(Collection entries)
BEGIN

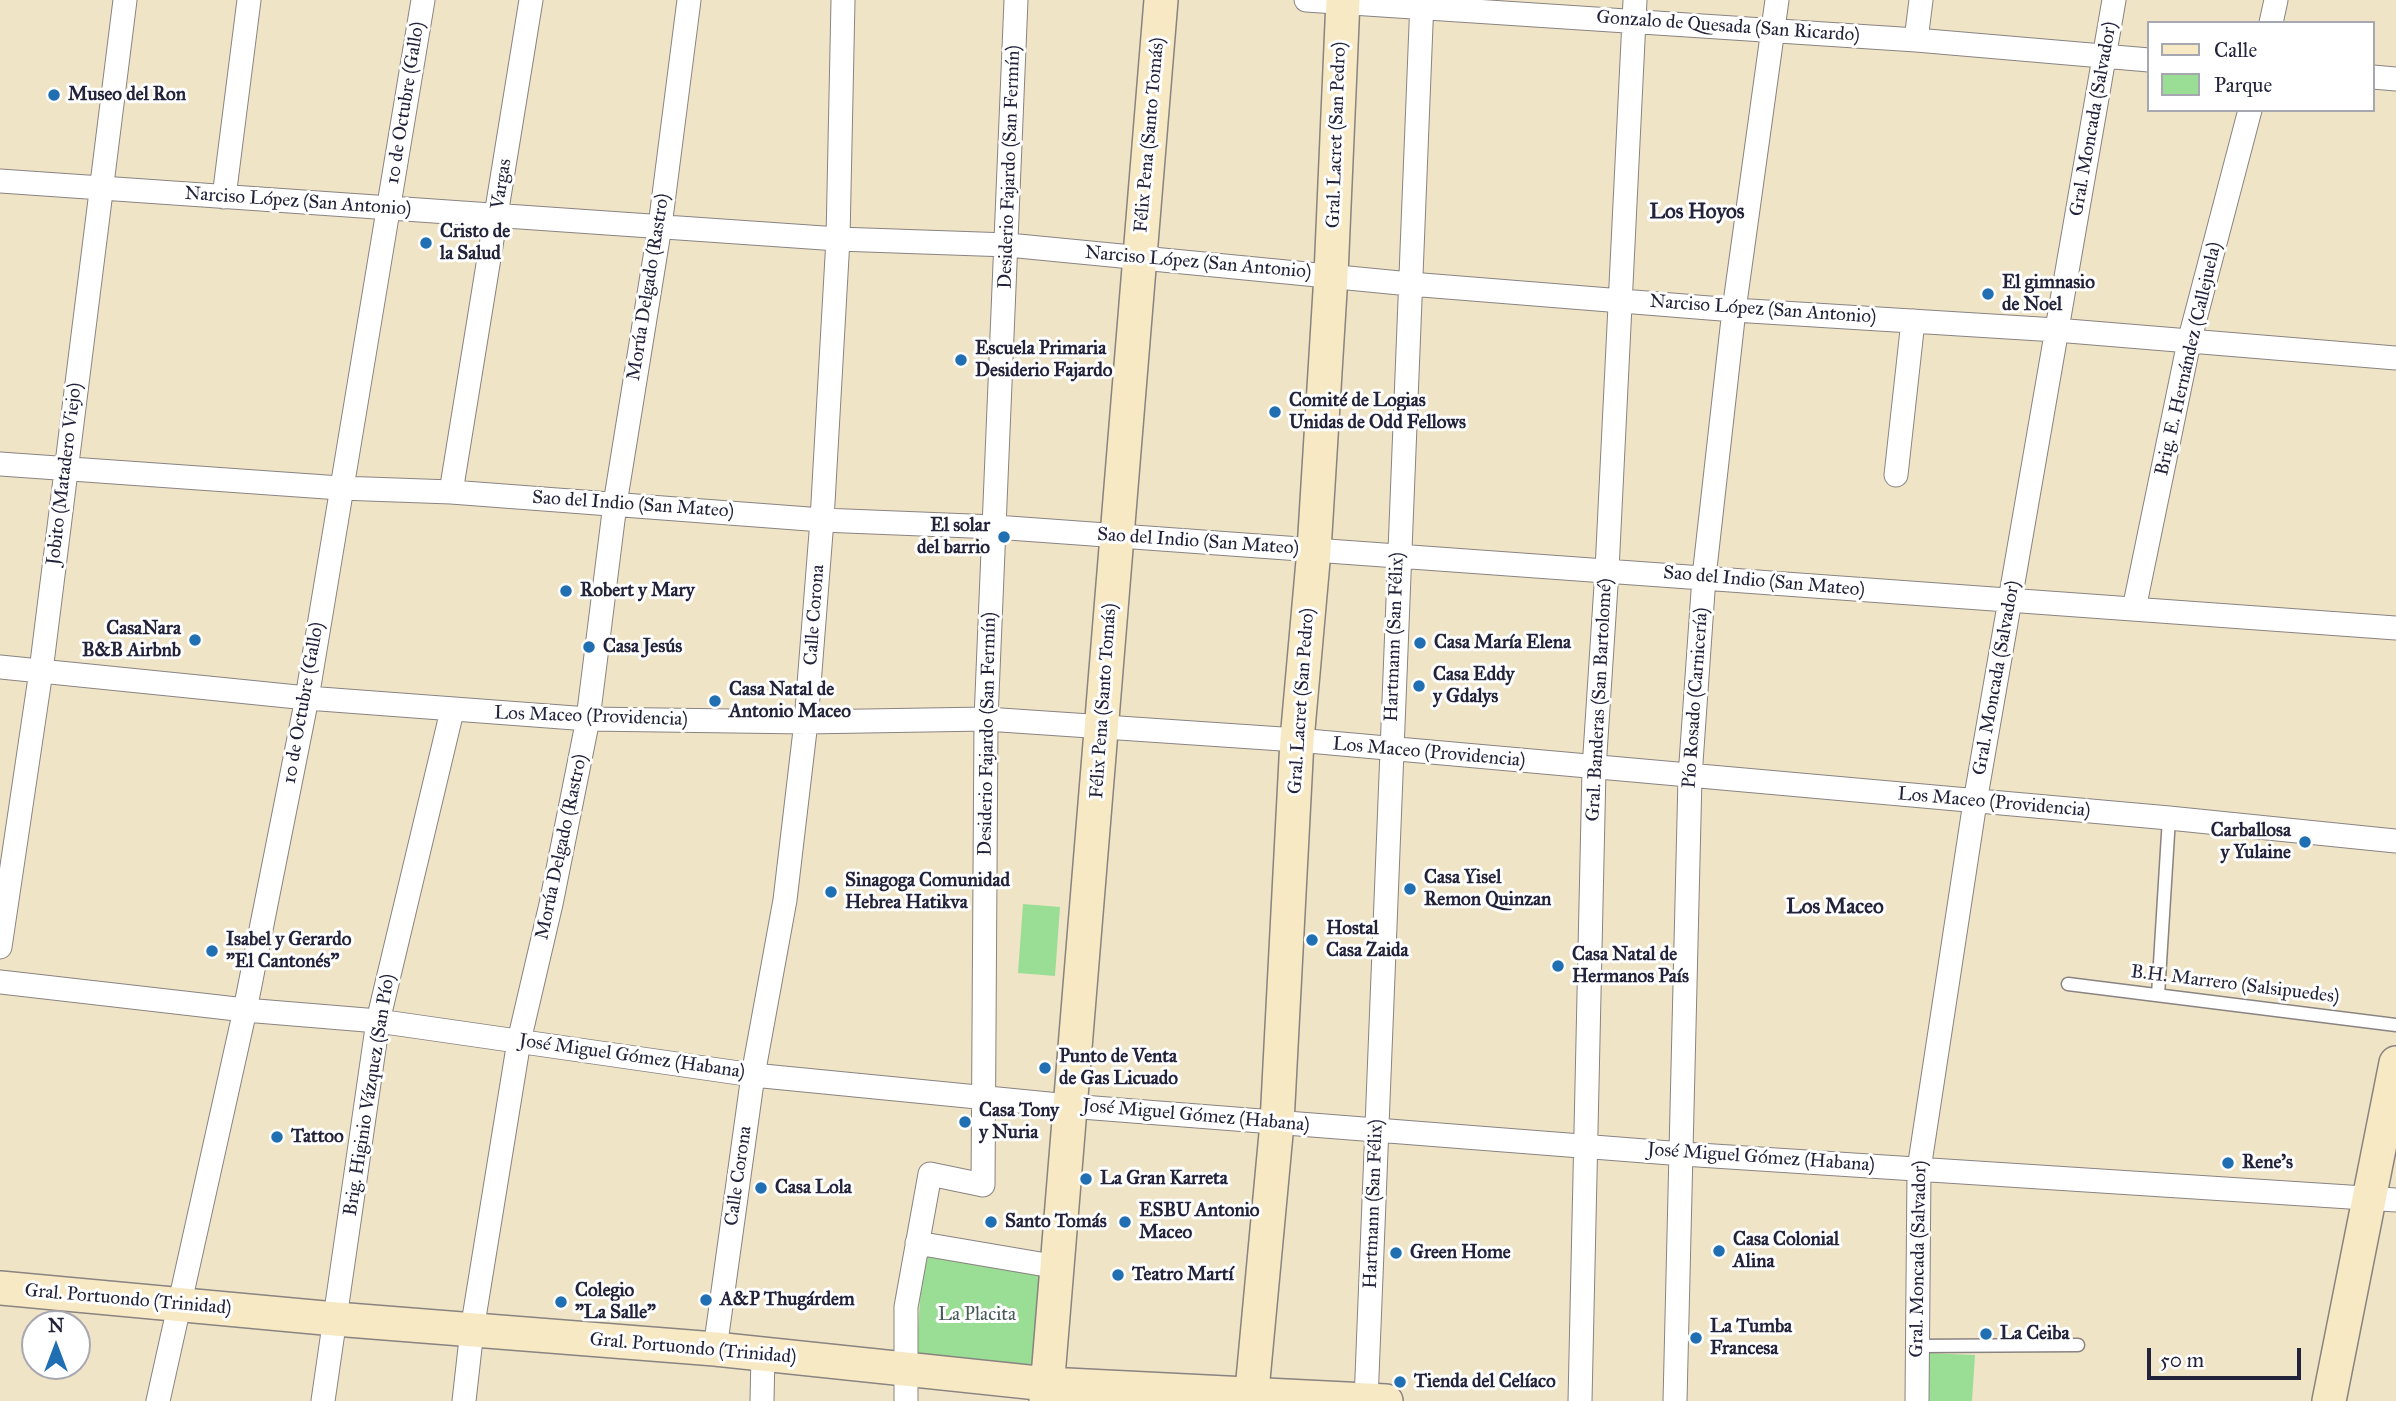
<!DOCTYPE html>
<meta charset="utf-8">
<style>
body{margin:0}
#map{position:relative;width:2396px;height:1401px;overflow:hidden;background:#f0e4c7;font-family:"IM FELL Great Primer",serif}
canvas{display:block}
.legend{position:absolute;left:2147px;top:21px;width:228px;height:91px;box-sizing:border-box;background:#fff;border:2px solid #a7a7b1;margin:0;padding:9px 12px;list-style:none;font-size:21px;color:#22223b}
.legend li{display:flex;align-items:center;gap:14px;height:35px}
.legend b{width:35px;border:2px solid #a7a7b1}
.north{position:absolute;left:21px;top:1310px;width:70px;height:70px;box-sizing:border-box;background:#fff;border:2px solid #a7a7b1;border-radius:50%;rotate:0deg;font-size:19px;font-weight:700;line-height:28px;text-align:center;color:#22223b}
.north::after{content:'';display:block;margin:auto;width:24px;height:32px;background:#1f6fb2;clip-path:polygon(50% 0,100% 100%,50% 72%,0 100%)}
.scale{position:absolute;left:2147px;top:1348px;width:154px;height:32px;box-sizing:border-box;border:4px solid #22223b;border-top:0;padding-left:9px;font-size:21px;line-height:24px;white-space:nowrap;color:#22223b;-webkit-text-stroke:5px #fff;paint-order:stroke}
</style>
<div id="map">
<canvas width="2396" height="1401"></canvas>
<ul class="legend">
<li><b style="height:9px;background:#f7e9c3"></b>Calle</li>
<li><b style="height:19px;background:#9add95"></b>Parque</li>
</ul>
<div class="north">N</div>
<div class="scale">50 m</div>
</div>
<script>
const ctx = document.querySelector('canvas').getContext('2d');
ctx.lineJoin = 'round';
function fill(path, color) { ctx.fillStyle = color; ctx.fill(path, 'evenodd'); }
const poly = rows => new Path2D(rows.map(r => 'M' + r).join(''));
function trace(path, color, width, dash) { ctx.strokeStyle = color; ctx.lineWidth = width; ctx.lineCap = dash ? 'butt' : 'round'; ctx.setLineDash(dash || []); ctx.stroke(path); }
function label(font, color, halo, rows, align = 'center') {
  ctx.font = font + ' "IM FELL Great Primer",serif'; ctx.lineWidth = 6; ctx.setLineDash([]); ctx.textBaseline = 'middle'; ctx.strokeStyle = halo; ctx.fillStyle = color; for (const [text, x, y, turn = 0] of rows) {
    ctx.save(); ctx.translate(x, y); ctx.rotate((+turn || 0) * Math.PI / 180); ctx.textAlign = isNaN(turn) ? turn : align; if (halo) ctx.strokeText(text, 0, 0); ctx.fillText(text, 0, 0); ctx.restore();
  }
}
const green = poly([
 [1023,904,1060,907,1055,976,1018,973],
 [923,1254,1042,1274,1035,1372,916,1361],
 [1926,1353,1975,1355,1972,1401,1924,1401]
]);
const lane = poly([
 [2068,984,2396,1025],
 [2158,995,2169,818],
 [1917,1346,2078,1345]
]);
const street = poly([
 [1306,0,1916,40,2149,60],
 [2271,23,2276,0],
 [1916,40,1921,0],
 [2373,77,2396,79],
 [0,181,838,239,1008,245,1410,284,1734,310,2056,330,2396,358],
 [224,197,249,0],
 [0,464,340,488,451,492,822,520,995,527,2396,628],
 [1896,475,1913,321],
 [451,492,531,0],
 [2134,609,2189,342,2250,110],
 [0,667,307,698,588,719,806,722,986,719,1297,740,2169,818,2396,841],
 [0,947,41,671,125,0],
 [0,982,245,1010,378,1021,753,1075,1069,1106,1683,1154,2396,1200],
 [917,1243,1058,1267],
 [715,1349,753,1075,785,900,806,722,822,520,838,239,843,0],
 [158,1401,245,1010,307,698,423,0],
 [323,1401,378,1021,452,711],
 [464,1401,472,1330,519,1041,551,904,588,719,615,504,660,226,689,0],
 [762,1401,763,1355],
 [906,1401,906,1307,930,1174,983,1185,986,719,1016,0],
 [1366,1401,1422,0],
 [1580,1401,1594,769,1607,570,1635,0],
 [1675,1401,1690,777,1704,577,1734,310,1777,0],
 [1917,1401,1919,1169,1975,802,2114,0]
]);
const secondary = poly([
 [0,1288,335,1319,715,1349,1047,1384,1386,1401],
 [1046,1401,1161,0],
 [1251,1401,1277,1123,1297,740,1314,550,1331,275,1343,0],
 [2329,1401,2396,1063]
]);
const markers = [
 [54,95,7,"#1f6fb2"],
 [426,243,7,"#1f6fb2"],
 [1988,294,7,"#1f6fb2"],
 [961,360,7,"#1f6fb2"],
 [1275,412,7,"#1f6fb2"],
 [1004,537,7,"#1f6fb2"],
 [566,591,7,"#1f6fb2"],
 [195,640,7,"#1f6fb2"],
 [1420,643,7,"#1f6fb2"],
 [589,647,7,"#1f6fb2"],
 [1419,686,7,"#1f6fb2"],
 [715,701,7,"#1f6fb2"],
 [2305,842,7,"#1f6fb2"],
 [1410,889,7,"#1f6fb2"],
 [831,892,7,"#1f6fb2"],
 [1312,940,7,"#1f6fb2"],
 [212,951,7,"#1f6fb2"],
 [1558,966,7,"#1f6fb2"],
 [1045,1068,7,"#1f6fb2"],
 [965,1122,7,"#1f6fb2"],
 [277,1137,7,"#1f6fb2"],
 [2228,1163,7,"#1f6fb2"],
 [1086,1179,7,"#1f6fb2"],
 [761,1188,7,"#1f6fb2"],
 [991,1222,7,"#1f6fb2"],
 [1125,1222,7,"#1f6fb2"],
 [1719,1251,7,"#1f6fb2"],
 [1396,1253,7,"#1f6fb2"],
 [1118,1275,7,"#1f6fb2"],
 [706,1300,7,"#1f6fb2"],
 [561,1302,7,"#1f6fb2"],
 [1986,1334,7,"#1f6fb2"],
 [1696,1338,7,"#1f6fb2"],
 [1400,1382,7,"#1f6fb2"]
];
const streetNames = [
 ["Gonzalo de Quesada (San Ricardo)",1728,27,4],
 ["10 de Octubre (Gallo)",406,103,-81],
 ["Gral. Moncada (Salvador)",2094,119,-80],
 ["Félix Pena (Santo Tomás)",1150,135,-85],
 ["Gral. Lacret (San Pedro)",1337,135,-88],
 ["Desiderio Fajardo (San Fermín)",1010,167,-88],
 ["Vargas",502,184,-81],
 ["Narciso López (San Antonio)",298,202,4],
 ["Narciso López (San Antonio)",1198,263,5],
 ["Morúa Delgado (Rastro)",649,287,-81],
 ["Narciso López (San Antonio)",1763,310,4],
 ["Brig. E. Hernández (Callejuela)",2189,359,-77],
 ["Jobito (Matadero Viejo)",65,474,-83],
 ["Sao del Indio (San Mateo)",633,505,4],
 ["Sao del Indio (San Mateo)",1198,542,4],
 ["Sao del Indio (San Mateo)",1764,582,5],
 ["Calle Corona",815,615,-86],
 ["Hartmann (San Félix)",1395,637,-88],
 ["Gral. Moncada (Salvador)",1997,678,-80],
 ["Pío Rosado (Carnicería)",1696,698,-86],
 ["Gral. Banderas (San Bartolomé)",1600,700,-87],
 ["Félix Pena (Santo Tomás)",1104,701,-86],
 ["Gral. Lacret (San Pedro)",1302,701,-86],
 ["10 de Octubre (Gallo)",304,703,-80],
 ["Los Maceo (Providencia)",591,717,2],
 ["Desiderio Fajardo (San Fermín)",988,734,-89],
 ["Los Maceo (Providencia)",1429,753,5],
 ["Los Maceo (Providencia)",1994,803,5],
 ["Morúa Delgado (Rastro)",562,847,-78],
 ["B.H. Marrero (Salsipuedes)",2235,985,7],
 ["José Miguel Gómez (Habana)",632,1057,8],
 ["Brig. Higinio Vázquez (San Pío)",370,1095,-81],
 ["José Miguel Gómez (Habana)",1196,1116,5],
 ["José Miguel Gómez (Habana)",1761,1158,4],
 ["Calle Corona",739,1176,-82],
 ["Hartmann (San Félix)",1374,1204,-88],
 ["Gral. Moncada (Salvador)",1919,1259,-89],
 ["Gral. Portuondo (Trinidad)",128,1300,5],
 ["Gral. Portuondo (Trinidad)",693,1349,5]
];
const poiNames = [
 ["Museo del Ron",68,95],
 ["Cristo de",440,232],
 ["la Salud",440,254],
 ["El gimnasio",2002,283],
 ["de Noel",2002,305],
 ["Escuela Primaria",975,349],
 ["Desiderio Fajardo",975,371],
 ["Comité de Logias",1289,401],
 ["Unidas de Odd Fellows",1289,423],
 ["El solar",990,526,"right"],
 ["del barrio",990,548,"right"],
 ["Robert y Mary",580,591],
 ["CasaNara",181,629,"right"],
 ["B&B Airbnb",181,651,"right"],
 ["Casa María Elena",1434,643],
 ["Casa Jesús",603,647],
 ["Casa Eddy",1433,675],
 ["y Gdalys",1433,697],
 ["Casa Natal de",729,690],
 ["Antonio Maceo",729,712],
 ["Carballosa",2291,831,"right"],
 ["y Yulaine",2291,853,"right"],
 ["Casa Yisel",1424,878],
 ["Remon Quinzan",1424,900],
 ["Sinagoga Comunidad",845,881],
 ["Hebrea Hatikva",845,903],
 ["Hostal",1326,929],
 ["Casa Zaida",1326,951],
 ["Isabel y Gerardo",226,940],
 ["\"El Cantonés\"",226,962],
 ["Casa Natal de",1572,955],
 ["Hermanos País",1572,977],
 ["Punto de Venta",1059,1057],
 ["de Gas Licuado",1059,1079],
 ["Casa Tony",979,1111],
 ["y Nuria",979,1133],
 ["Tattoo",291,1137],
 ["Rene's",2242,1163],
 ["La Gran Karreta",1100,1179],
 ["Casa Lola",775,1188],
 ["ESBU Antonio",1139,1211],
 ["Maceo",1139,1233],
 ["Santo Tomás",1005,1222],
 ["Casa Colonial",1733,1240],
 ["Alina",1733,1262],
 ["Green Home",1410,1253],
 ["Teatro Martí",1132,1275],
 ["Colegio",575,1291],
 ["\"La Salle\"",575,1313],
 ["A&P Thugárdem",720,1300],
 ["La Tumba",1710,1327],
 ["Francesa",1710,1349],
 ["La Ceiba",2000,1334],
 ["Tienda del Celíaco",1414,1382]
];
const parkNames = [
 ["La Placita",977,1315]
];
const neighbourhoodNames = [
 ["Los Hoyos",1697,213],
 ["Los Maceo",1835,908]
];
fill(green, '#9add95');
trace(lane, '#898381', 15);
trace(street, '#898381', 25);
trace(secondary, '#898381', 36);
trace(lane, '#fff', 12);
trace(street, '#fff', 23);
trace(secondary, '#f7e9c3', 33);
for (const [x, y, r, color] of markers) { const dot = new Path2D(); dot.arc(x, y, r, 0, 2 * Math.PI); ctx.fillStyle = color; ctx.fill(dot); trace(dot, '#fff', 2.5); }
label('19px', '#22223b', '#fff', streetNames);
label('bold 19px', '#22223b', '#fff', poiNames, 'left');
label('19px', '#465a56', '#fff', parkNames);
label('bold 21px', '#22223b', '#fff', neighbourhoodNames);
</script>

END

Only lines containing the string "canvas" belong in the answer; find them in the data above and copy them.

*Exercise answer*:
canvas{display:block}
<canvas width="2396" height="1401"></canvas>
const ctx = document.querySelector('canvas').getContext('2d');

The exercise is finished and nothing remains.